Collected data:
· · · ·
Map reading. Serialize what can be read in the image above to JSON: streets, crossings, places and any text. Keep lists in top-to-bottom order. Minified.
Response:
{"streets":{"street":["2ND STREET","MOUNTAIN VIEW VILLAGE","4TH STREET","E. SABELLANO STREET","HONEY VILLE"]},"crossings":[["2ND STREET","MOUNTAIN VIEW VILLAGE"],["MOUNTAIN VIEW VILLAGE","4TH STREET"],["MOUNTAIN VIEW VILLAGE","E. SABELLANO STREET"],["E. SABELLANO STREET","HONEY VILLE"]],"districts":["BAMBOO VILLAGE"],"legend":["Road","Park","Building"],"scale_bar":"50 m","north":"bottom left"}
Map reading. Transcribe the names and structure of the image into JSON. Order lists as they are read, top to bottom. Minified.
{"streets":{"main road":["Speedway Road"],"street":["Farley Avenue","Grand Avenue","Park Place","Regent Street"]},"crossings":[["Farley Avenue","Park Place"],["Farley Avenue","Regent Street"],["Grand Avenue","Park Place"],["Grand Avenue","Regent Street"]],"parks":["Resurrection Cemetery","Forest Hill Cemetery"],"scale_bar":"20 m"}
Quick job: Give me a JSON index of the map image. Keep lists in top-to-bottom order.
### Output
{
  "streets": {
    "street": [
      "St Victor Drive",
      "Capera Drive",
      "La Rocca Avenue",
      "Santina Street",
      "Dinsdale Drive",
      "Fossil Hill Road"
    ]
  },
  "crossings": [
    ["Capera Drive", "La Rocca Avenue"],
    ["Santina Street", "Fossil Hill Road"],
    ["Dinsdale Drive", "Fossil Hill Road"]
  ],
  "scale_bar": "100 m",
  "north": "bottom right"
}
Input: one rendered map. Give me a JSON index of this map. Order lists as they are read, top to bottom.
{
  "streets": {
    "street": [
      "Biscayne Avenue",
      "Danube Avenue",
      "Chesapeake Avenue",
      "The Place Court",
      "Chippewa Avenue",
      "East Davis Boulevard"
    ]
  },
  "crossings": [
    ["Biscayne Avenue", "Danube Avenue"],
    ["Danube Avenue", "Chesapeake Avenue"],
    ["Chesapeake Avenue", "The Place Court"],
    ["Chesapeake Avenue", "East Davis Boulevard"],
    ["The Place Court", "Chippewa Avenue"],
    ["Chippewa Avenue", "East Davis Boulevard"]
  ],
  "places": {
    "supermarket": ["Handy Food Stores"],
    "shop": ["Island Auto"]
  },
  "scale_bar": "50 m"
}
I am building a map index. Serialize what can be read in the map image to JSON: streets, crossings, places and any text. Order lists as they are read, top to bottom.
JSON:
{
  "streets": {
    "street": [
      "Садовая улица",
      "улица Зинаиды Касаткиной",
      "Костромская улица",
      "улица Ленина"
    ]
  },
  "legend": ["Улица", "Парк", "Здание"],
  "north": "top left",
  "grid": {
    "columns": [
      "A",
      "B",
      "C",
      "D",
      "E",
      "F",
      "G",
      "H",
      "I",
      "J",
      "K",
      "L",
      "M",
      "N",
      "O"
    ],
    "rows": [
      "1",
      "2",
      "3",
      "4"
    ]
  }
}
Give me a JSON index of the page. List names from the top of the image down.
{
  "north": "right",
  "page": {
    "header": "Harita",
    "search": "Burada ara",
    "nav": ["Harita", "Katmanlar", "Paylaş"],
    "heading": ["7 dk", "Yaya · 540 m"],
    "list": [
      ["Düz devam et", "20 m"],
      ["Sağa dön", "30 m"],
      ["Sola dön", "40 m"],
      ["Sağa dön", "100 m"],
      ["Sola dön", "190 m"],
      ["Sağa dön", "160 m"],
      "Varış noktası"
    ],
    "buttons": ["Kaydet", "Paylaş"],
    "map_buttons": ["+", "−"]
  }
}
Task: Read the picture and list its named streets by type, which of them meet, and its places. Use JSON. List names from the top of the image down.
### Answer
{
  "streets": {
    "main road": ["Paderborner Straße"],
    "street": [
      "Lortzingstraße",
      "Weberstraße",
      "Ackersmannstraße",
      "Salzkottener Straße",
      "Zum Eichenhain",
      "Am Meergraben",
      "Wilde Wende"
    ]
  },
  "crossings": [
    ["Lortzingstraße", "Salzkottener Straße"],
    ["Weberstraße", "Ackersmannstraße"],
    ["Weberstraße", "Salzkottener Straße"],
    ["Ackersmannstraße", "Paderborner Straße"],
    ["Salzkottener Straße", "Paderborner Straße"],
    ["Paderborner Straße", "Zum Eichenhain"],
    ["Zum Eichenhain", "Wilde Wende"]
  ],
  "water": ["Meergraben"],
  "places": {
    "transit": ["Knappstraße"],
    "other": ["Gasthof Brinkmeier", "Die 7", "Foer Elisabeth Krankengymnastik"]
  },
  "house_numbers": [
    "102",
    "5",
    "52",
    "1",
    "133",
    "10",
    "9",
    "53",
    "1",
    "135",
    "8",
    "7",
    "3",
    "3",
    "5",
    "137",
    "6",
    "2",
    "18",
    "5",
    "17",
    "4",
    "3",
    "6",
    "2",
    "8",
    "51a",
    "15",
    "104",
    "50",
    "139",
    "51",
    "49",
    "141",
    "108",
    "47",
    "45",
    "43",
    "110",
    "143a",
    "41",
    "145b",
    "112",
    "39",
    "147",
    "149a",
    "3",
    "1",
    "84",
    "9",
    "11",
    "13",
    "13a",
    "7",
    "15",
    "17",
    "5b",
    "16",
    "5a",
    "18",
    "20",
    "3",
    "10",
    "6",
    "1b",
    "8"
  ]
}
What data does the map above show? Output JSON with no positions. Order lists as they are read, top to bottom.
· · · ·
• THE PROBLEM
All entries are to be repeated exactly and completely.

• TASK ANSWER
Map reading. Serialize what can be read in the image above to JSON: streets, crossings, places and any text. Keep lists in top-to-bottom order. Minified.
Response:
{"streets":{"street":["2ND STREET","MOUNTAIN VIEW VILLAGE","4TH STREET","E. SABELLANO STREET","HONEY VILLE"]},"crossings":[["2ND STREET","MOUNTAIN VIEW VILLAGE"],["MOUNTAIN VIEW VILLAGE","4TH STREET"],["MOUNTAIN VIEW VILLAGE","E. SABELLANO STREET"],["E. SABELLANO STREET","HONEY VILLE"]],"districts":["BAMBOO VILLAGE"],"legend":["Road","Park","Building"],"scale_bar":"50 m","north":"bottom left"}
Map reading. Transcribe the names and structure of the image into JSON. Order lists as they are read, top to bottom. Minified.
{"streets":{"main road":["Speedway Road"],"street":["Farley Avenue","Grand Avenue","Park Place","Regent Street"]},"crossings":[["Farley Avenue","Park Place"],["Farley Avenue","Regent Street"],["Grand Avenue","Park Place"],["Grand Avenue","Regent Street"]],"parks":["Resurrection Cemetery","Forest Hill Cemetery"],"scale_bar":"20 m"}
Quick job: Give me a JSON index of the map image. Keep lists in top-to-bottom order.
### Output
{
  "streets": {
    "street": [
      "St Victor Drive",
      "Capera Drive",
      "La Rocca Avenue",
      "Santina Street",
      "Dinsdale Drive",
      "Fossil Hill Road"
    ]
  },
  "crossings": [
    ["Capera Drive", "La Rocca Avenue"],
    ["Santina Street", "Fossil Hill Road"],
    ["Dinsdale Drive", "Fossil Hill Road"]
  ],
  "scale_bar": "100 m",
  "north": "bottom right"
}
Input: one rendered map. Give me a JSON index of this map. Order lists as they are read, top to bottom.
{
  "streets": {
    "street": [
      "Biscayne Avenue",
      "Danube Avenue",
      "Chesapeake Avenue",
      "The Place Court",
      "Chippewa Avenue",
      "East Davis Boulevard"
    ]
  },
  "crossings": [
    ["Biscayne Avenue", "Danube Avenue"],
    ["Danube Avenue", "Chesapeake Avenue"],
    ["Chesapeake Avenue", "The Place Court"],
    ["Chesapeake Avenue", "East Davis Boulevard"],
    ["The Place Court", "Chippewa Avenue"],
    ["Chippewa Avenue", "East Davis Boulevard"]
  ],
  "places": {
    "supermarket": ["Handy Food Stores"],
    "shop": ["Island Auto"]
  },
  "scale_bar": "50 m"
}
I am building a map index. Serialize what can be read in the map image to JSON: streets, crossings, places and any text. Order lists as they are read, top to bottom.
JSON:
{
  "streets": {
    "street": [
      "Садовая улица",
      "улица Зинаиды Касаткиной",
      "Костромская улица",
      "улица Ленина"
    ]
  },
  "legend": ["Улица", "Парк", "Здание"],
  "north": "top left",
  "grid": {
    "columns": [
      "A",
      "B",
      "C",
      "D",
      "E",
      "F",
      "G",
      "H",
      "I",
      "J",
      "K",
      "L",
      "M",
      "N",
      "O"
    ],
    "rows": [
      "1",
      "2",
      "3",
      "4"
    ]
  }
}
Give me a JSON index of the page. List names from the top of the image down.
{
  "north": "right",
  "page": {
    "header": "Harita",
    "search": "Burada ara",
    "nav": ["Harita", "Katmanlar", "Paylaş"],
    "heading": ["7 dk", "Yaya · 540 m"],
    "list": [
      ["Düz devam et", "20 m"],
      ["Sağa dön", "30 m"],
      ["Sola dön", "40 m"],
      ["Sağa dön", "100 m"],
      ["Sola dön", "190 m"],
      ["Sağa dön", "160 m"],
      "Varış noktası"
    ],
    "buttons": ["Kaydet", "Paylaş"],
    "map_buttons": ["+", "−"]
  }
}
Task: Read the picture and list its named streets by type, which of them meet, and its places. Use JSON. List names from the top of the image down.
### Answer
{
  "streets": {
    "main road": ["Paderborner Straße"],
    "street": [
      "Lortzingstraße",
      "Weberstraße",
      "Ackersmannstraße",
      "Salzkottener Straße",
      "Zum Eichenhain",
      "Am Meergraben",
      "Wilde Wende"
    ]
  },
  "crossings": [
    ["Lortzingstraße", "Salzkottener Straße"],
    ["Weberstraße", "Ackersmannstraße"],
    ["Weberstraße", "Salzkottener Straße"],
    ["Ackersmannstraße", "Paderborner Straße"],
    ["Salzkottener Straße", "Paderborner Straße"],
    ["Paderborner Straße", "Zum Eichenhain"],
    ["Zum Eichenhain", "Wilde Wende"]
  ],
  "water": ["Meergraben"],
  "places": {
    "transit": ["Knappstraße"],
    "other": ["Gasthof Brinkmeier", "Die 7", "Foer Elisabeth Krankengymnastik"]
  },
  "house_numbers": [
    "102",
    "5",
    "52",
    "1",
    "133",
    "10",
    "9",
    "53",
    "1",
    "135",
    "8",
    "7",
    "3",
    "3",
    "5",
    "137",
    "6",
    "2",
    "18",
    "5",
    "17",
    "4",
    "3",
    "6",
    "2",
    "8",
    "51a",
    "15",
    "104",
    "50",
    "139",
    "51",
    "49",
    "141",
    "108",
    "47",
    "45",
    "43",
    "110",
    "143a",
    "41",
    "145b",
    "112",
    "39",
    "147",
    "149a",
    "3",
    "1",
    "84",
    "9",
    "11",
    "13",
    "13a",
    "7",
    "15",
    "17",
    "5b",
    "16",
    "5a",
    "18",
    "20",
    "3",
    "10",
    "6",
    "1b",
    "8"
  ]
}
What data does the map above show? Output JSON with no positions. Order lists as they are read, top to bottom.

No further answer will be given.